== Segment start ==
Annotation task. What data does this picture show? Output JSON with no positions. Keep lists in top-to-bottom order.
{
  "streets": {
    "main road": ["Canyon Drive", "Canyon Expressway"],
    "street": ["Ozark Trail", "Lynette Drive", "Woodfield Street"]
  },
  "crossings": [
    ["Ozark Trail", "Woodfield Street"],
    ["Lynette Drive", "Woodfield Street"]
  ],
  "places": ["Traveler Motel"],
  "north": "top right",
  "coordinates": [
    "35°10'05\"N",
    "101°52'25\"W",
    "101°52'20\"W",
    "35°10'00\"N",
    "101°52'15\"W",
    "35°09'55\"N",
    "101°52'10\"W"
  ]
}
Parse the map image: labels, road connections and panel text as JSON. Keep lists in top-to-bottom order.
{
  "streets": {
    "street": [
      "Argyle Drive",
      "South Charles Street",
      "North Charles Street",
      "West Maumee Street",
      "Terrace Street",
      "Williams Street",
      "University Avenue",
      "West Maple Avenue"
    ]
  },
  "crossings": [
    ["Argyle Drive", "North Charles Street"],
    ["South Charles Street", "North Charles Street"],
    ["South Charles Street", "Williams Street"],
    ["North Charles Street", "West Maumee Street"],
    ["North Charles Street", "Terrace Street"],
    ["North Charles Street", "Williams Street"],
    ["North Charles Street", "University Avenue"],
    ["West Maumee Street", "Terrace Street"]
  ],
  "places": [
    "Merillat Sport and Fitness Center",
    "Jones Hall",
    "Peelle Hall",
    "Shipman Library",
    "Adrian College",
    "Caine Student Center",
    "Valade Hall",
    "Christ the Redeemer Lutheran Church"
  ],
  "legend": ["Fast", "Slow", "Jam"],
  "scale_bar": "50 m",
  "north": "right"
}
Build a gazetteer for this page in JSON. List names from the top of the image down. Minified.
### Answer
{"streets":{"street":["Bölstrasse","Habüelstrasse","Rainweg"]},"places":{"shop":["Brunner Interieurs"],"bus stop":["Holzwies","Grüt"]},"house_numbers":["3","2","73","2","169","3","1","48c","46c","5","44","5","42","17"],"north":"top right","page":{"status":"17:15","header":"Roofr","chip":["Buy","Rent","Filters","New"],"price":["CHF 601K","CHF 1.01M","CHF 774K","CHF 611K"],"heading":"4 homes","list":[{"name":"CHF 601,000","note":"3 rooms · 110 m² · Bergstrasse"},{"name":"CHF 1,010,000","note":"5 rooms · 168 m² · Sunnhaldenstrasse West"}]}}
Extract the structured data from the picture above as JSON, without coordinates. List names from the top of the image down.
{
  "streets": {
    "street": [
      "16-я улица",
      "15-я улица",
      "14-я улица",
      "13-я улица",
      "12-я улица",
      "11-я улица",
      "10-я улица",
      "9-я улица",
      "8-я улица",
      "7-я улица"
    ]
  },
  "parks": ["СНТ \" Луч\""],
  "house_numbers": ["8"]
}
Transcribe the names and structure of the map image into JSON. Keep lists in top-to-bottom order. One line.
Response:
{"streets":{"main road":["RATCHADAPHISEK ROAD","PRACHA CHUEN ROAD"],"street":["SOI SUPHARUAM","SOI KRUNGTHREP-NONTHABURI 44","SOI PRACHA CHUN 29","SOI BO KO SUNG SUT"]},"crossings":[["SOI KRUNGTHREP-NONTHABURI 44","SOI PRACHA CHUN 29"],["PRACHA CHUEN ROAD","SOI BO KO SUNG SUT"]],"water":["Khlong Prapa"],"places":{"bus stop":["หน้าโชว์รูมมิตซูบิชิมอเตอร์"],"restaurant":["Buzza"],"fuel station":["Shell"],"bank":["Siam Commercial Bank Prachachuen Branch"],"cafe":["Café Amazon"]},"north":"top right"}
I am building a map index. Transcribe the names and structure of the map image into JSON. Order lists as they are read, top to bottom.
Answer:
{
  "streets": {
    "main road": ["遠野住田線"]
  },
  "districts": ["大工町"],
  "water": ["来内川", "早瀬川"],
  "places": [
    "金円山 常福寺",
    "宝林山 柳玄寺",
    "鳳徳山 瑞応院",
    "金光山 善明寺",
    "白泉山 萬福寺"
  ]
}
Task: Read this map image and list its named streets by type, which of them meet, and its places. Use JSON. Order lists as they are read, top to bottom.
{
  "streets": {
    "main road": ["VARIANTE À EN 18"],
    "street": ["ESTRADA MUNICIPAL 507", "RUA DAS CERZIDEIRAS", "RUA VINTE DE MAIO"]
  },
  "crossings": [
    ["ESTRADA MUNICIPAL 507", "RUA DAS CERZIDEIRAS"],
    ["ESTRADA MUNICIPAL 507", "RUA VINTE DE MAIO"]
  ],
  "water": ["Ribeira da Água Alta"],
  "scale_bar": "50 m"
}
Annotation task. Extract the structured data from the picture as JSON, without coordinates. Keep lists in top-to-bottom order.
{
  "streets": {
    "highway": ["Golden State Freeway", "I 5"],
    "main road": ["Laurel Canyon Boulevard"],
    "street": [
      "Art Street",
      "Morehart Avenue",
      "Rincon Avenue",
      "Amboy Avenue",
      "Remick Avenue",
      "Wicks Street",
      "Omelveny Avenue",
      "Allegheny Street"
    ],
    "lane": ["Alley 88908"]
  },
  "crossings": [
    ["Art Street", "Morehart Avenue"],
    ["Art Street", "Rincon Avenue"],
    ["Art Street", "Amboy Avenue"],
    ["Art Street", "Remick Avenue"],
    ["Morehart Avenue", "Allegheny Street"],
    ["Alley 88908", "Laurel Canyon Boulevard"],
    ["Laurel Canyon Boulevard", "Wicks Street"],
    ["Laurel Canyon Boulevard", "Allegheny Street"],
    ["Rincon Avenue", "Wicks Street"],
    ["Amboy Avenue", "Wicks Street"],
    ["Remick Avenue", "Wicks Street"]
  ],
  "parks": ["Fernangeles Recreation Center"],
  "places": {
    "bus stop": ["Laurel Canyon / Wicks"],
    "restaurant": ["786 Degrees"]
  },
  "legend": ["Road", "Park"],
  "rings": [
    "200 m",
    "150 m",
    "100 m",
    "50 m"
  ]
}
== Segment end ==
Lines that include the word "Transcribe" are to be extracted from the data above.

• TASK ANSWER:
Transcribe the names and structure of the map image into JSON. Keep lists in top-to-bottom order. One line.
I am building a map index. Transcribe the names and structure of the map image into JSON. Order lists as they are read, top to bottom.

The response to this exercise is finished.